Work required:
Read through the lines below and copy the ones holding the string "from".

--- Available data Enclosed Below ---

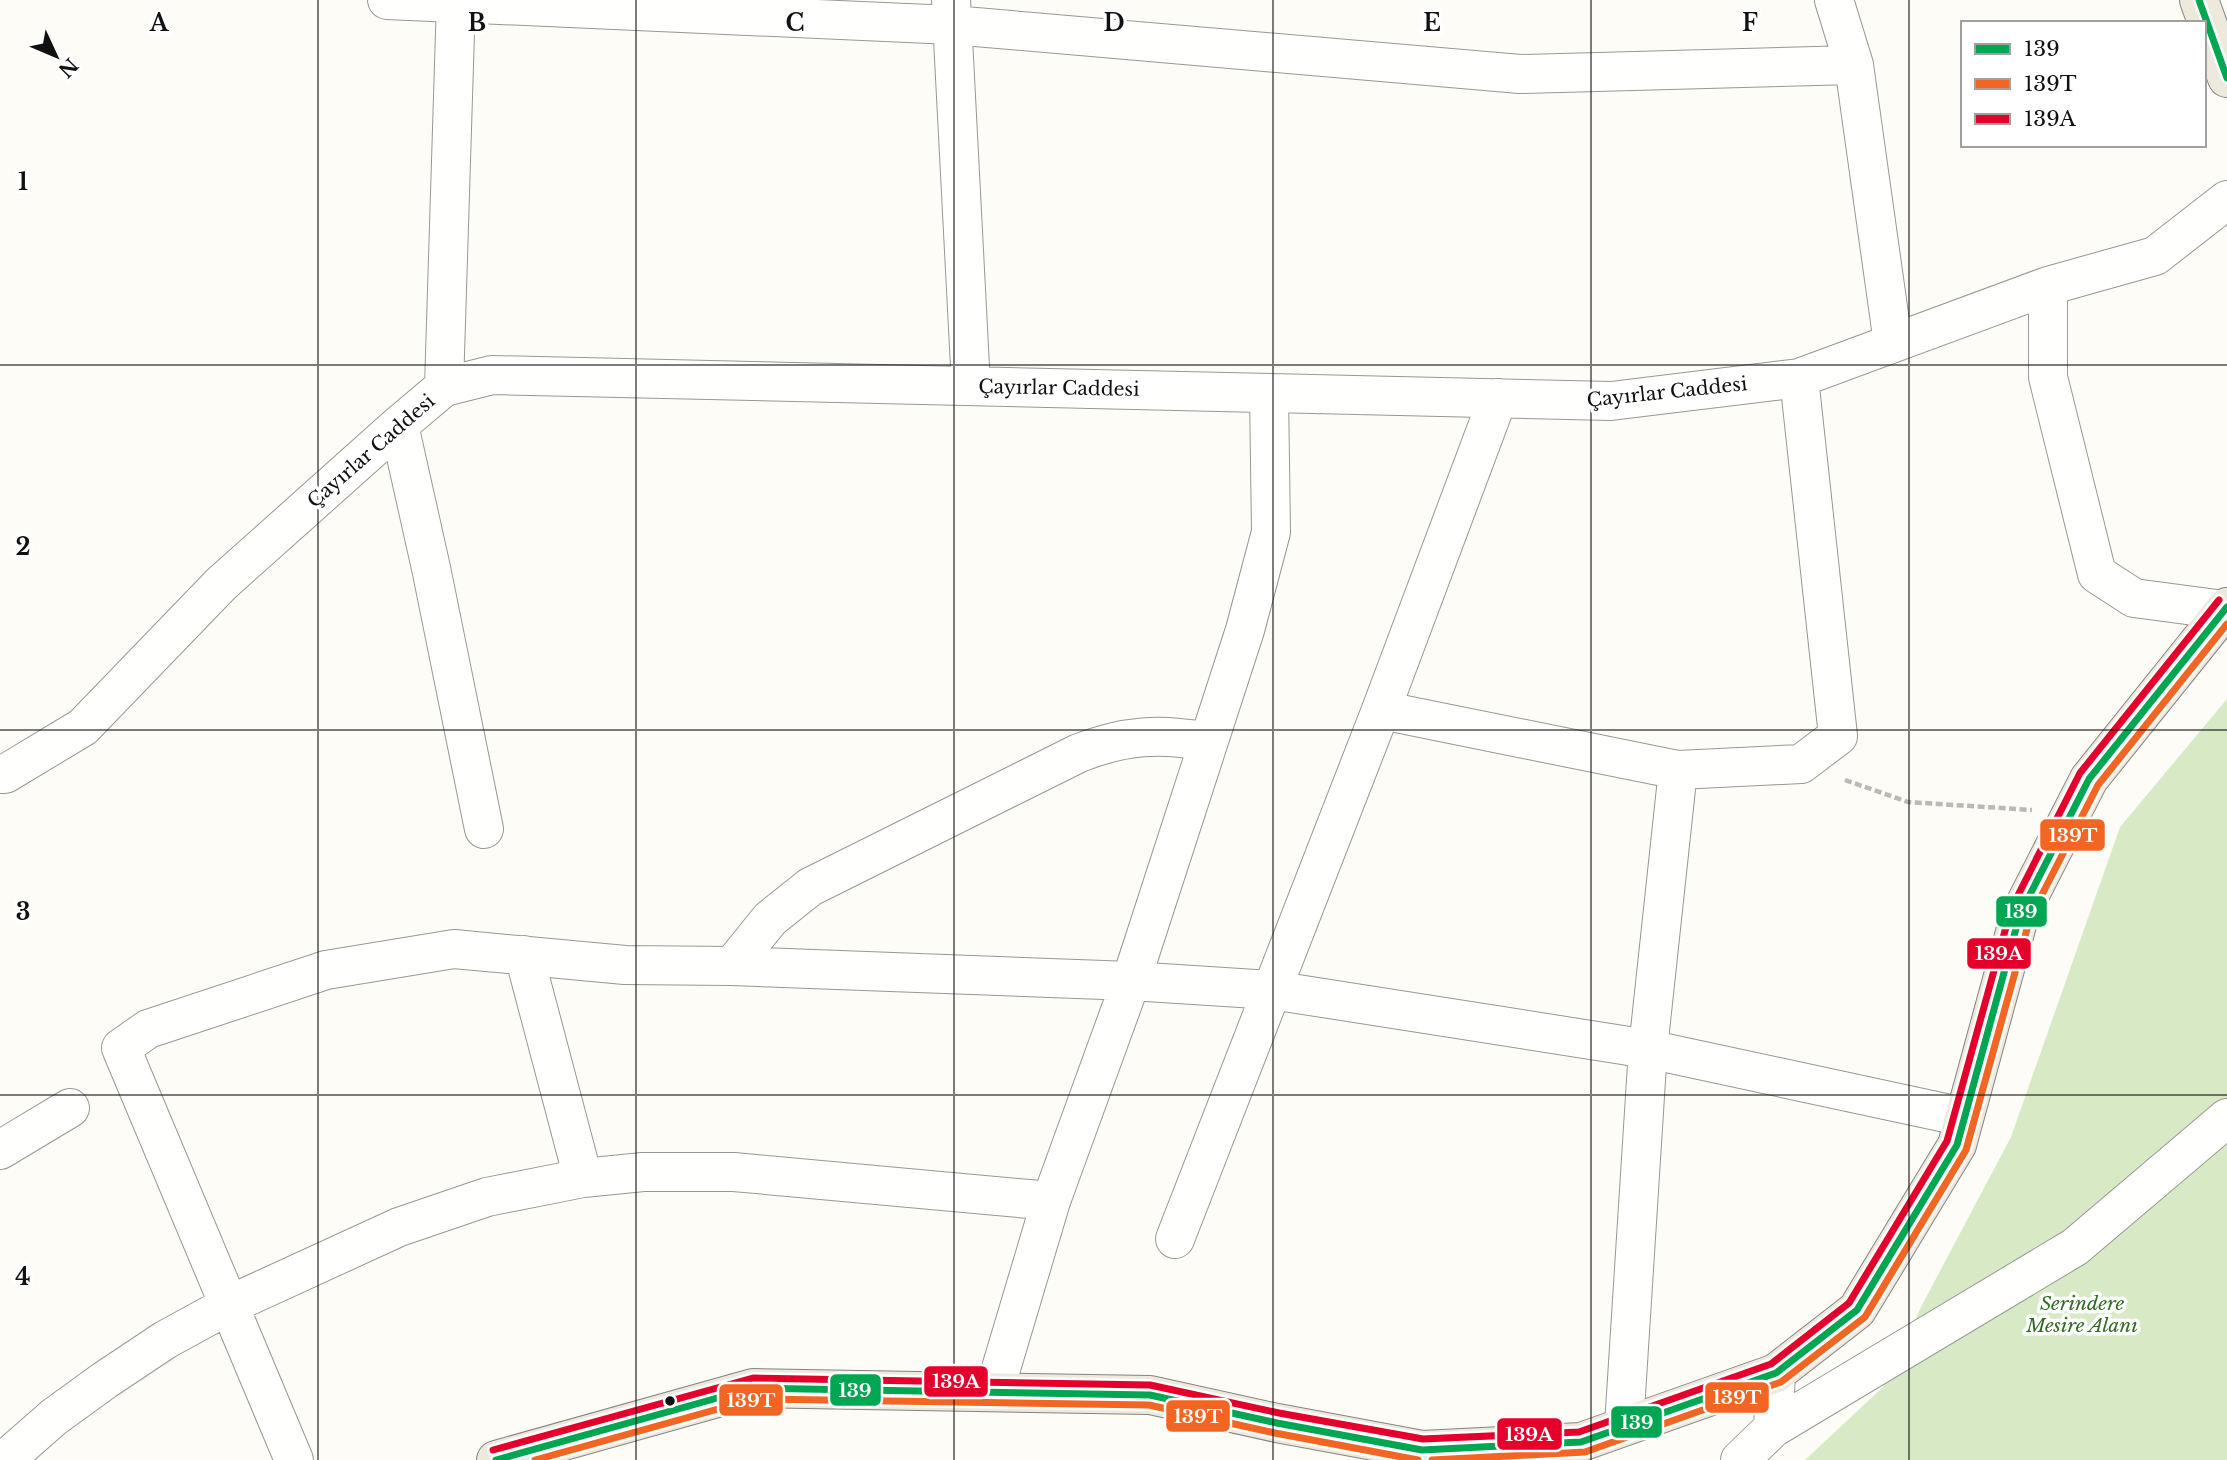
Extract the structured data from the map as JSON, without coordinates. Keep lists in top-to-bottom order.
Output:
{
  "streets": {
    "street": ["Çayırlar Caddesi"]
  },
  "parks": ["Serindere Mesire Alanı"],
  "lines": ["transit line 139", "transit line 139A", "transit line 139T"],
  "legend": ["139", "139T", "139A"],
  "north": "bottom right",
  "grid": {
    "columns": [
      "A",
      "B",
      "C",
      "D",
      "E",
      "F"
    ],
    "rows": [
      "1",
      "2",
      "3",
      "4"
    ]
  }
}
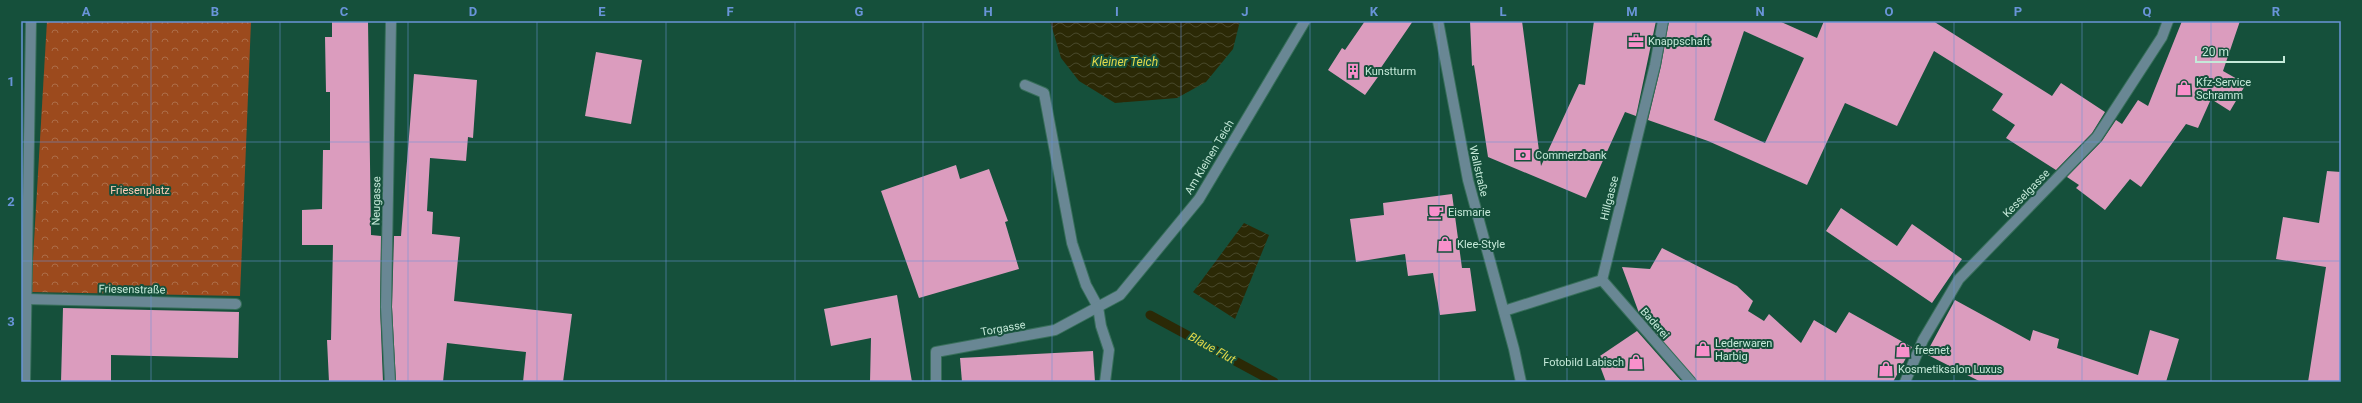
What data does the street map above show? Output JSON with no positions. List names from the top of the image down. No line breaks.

--- End of Enclosed Available data ---

Task result:
Extract the structured data from the map as JSON, without coordinates. Keep lists in top-to-bottom order.
What data does the street map above show? Output JSON with no positions. List names from the top of the image down. No line breaks.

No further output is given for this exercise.